A Huawei está prestes a testar seu novo microprocessador de inteligência artificial, o Ascend 910D, que tem como objetivo superar o desempenho do H100 da Nvidia. As amostras do chip devem estar disponíveis no final de maio. A empresa já está conversando com várias companhias de tecnologia na China para verificar a viabilidade do novo chip.

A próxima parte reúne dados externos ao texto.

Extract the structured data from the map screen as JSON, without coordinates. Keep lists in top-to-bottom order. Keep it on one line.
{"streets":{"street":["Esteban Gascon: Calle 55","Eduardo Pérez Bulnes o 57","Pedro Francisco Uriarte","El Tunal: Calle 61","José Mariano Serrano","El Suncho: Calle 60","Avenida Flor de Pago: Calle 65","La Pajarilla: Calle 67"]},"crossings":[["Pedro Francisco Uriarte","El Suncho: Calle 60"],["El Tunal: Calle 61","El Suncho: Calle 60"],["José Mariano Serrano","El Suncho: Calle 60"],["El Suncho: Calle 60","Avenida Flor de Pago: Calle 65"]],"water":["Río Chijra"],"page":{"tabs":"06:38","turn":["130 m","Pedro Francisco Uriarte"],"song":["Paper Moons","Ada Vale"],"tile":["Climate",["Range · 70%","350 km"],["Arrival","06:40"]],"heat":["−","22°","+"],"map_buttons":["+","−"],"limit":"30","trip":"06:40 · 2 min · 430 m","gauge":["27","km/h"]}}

O Ascend 910D é esperado para ser mais potente que o H100, que não pode ser vendido nos Estados Unidos desde 2022. Além disso, a Huawei planeja começar a enviar em massa o chip 910C para clientes chineses no próximo mês. As empresas de inteligência artificial na China estão buscando alternativas locais ao H100, que é amplamente utilizado em treinamento de algoritmos. A Nvidia não comentou sobre o assunto, e a Huawei não respondeu a um pedido de comentário da Reuters.
A Huawei Technologies está se preparando para testar seu novo microprocessador de inteligência artificial, o Ascend 910D, com o objetivo de superá-lo em desempenho em relação ao H100 da Nvidia. As amostras do chip devem chegar ao mercado no final de maio, conforme reportagem do Wall Street Journal.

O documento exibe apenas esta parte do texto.